Work out the number of lines in the records that include the word "overflow"; reply with that number alone.

##### RECORDED DATA

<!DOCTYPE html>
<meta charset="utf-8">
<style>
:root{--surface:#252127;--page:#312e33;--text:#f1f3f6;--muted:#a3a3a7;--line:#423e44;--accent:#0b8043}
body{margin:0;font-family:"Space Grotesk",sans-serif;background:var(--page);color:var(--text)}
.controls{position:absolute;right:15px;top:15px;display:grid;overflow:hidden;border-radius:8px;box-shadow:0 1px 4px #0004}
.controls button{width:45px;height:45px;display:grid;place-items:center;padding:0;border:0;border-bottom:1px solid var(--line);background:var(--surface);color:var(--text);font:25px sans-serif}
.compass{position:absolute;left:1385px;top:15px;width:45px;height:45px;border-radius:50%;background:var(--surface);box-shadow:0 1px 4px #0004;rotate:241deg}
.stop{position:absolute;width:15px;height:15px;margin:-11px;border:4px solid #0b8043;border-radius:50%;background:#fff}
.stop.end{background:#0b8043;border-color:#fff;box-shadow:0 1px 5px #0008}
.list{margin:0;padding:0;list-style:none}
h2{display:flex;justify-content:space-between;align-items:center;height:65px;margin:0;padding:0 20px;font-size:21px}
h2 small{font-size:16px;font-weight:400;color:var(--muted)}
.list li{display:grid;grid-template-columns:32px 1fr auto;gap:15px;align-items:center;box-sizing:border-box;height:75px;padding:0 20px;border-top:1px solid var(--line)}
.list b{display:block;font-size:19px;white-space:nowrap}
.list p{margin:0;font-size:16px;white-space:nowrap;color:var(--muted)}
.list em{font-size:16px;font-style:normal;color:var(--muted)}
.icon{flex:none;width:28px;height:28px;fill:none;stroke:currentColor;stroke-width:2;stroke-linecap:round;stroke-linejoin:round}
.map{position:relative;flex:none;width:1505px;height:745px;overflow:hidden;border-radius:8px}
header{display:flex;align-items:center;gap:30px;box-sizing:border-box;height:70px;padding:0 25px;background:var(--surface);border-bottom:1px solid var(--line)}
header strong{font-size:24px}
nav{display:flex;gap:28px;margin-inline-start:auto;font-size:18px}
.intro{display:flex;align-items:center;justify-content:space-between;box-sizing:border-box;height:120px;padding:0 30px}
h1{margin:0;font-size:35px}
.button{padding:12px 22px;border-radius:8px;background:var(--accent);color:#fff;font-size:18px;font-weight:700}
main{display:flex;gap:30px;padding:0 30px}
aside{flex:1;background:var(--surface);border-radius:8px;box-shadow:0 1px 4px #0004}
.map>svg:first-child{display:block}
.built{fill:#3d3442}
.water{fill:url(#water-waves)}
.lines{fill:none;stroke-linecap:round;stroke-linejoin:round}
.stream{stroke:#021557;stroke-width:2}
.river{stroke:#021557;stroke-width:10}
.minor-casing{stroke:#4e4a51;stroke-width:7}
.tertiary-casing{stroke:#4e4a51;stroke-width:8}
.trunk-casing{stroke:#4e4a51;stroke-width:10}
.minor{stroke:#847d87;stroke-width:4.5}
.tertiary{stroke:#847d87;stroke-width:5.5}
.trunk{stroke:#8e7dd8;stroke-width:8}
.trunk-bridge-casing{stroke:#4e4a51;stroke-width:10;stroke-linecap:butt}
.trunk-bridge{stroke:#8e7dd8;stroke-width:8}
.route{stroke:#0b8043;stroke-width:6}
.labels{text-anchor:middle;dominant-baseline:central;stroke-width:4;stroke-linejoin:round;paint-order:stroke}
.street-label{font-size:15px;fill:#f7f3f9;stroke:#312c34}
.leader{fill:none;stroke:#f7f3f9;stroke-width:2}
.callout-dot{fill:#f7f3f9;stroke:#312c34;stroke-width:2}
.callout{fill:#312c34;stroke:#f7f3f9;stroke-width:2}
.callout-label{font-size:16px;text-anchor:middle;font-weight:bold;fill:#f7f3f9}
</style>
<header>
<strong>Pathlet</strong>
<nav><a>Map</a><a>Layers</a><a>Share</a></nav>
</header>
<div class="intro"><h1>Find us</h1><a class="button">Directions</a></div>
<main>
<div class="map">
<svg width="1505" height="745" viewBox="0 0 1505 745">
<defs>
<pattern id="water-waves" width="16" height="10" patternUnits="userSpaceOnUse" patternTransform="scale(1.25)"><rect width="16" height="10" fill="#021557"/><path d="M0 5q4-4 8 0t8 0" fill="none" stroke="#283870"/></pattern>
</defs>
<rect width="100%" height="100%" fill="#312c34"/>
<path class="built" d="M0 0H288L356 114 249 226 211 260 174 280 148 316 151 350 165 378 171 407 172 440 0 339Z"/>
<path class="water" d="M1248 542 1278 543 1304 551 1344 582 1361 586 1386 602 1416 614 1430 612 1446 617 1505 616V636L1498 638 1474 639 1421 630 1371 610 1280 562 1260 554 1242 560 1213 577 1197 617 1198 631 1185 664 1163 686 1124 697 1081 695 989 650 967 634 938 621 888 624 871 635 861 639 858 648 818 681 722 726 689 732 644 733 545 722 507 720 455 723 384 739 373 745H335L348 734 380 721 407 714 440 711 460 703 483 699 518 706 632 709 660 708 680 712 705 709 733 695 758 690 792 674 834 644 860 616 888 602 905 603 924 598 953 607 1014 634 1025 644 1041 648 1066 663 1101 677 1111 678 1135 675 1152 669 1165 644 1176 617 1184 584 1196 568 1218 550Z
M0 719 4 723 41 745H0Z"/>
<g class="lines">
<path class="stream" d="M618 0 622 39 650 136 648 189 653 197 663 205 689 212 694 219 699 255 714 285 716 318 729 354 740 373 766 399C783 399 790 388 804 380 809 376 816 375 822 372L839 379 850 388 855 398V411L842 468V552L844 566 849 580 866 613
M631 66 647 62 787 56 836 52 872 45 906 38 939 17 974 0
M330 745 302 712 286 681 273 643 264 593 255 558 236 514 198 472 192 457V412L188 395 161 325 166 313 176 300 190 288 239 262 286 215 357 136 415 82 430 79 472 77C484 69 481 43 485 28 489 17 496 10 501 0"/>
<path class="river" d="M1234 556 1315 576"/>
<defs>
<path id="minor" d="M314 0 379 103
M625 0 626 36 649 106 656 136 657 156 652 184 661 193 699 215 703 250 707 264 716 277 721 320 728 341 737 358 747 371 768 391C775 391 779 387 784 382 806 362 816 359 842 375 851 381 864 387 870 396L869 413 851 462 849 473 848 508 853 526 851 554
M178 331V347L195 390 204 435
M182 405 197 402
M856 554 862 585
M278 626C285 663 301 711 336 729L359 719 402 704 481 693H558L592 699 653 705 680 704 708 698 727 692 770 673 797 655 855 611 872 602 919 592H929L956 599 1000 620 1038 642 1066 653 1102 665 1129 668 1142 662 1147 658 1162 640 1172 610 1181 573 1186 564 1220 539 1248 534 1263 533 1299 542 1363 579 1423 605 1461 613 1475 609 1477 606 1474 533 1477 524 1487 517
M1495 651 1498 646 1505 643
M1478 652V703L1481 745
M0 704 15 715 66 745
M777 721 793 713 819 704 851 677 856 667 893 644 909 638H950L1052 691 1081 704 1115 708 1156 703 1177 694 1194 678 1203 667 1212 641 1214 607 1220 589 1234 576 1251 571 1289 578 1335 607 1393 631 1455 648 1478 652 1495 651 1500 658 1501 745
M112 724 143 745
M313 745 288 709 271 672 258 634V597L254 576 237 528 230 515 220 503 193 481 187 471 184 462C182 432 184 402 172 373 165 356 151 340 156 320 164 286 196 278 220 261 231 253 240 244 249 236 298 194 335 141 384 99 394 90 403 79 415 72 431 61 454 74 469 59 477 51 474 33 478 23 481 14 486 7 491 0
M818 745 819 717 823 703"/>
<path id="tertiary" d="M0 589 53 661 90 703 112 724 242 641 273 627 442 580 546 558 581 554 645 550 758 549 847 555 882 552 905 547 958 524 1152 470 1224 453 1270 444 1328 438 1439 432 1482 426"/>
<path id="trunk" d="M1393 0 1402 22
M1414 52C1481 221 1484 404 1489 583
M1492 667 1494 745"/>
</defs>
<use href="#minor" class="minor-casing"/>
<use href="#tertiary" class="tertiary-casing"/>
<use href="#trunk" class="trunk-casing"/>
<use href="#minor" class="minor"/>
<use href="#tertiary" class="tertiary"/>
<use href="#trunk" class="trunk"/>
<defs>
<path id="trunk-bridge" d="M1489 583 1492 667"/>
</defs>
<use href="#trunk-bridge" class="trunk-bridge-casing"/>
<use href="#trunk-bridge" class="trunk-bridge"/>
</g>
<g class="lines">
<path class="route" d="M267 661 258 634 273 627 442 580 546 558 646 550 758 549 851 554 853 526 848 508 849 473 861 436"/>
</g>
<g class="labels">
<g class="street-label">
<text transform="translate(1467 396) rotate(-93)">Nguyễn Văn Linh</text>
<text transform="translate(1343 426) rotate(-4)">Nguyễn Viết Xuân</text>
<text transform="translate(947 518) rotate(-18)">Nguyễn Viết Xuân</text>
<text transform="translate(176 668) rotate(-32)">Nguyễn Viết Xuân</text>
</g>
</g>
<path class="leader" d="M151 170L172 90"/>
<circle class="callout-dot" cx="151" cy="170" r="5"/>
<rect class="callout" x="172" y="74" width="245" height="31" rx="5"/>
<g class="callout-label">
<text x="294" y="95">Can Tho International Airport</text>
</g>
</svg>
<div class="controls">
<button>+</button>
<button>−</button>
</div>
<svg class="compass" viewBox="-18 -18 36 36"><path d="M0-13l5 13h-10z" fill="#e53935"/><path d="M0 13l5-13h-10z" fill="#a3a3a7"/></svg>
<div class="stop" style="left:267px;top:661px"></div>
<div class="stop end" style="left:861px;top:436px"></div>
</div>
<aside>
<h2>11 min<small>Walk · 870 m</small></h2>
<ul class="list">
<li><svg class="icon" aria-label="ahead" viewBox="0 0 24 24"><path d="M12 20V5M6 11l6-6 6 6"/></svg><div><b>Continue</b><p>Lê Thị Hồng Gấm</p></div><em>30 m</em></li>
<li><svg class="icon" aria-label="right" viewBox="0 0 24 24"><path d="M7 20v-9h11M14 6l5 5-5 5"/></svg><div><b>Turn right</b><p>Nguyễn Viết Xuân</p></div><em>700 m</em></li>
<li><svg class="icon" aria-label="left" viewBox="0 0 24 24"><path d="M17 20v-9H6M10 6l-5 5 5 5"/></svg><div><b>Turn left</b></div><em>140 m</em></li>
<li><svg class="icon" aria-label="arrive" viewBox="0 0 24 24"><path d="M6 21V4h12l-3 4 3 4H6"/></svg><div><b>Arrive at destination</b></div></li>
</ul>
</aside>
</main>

##########

## ANSWER FOR THIS EXERCISE
2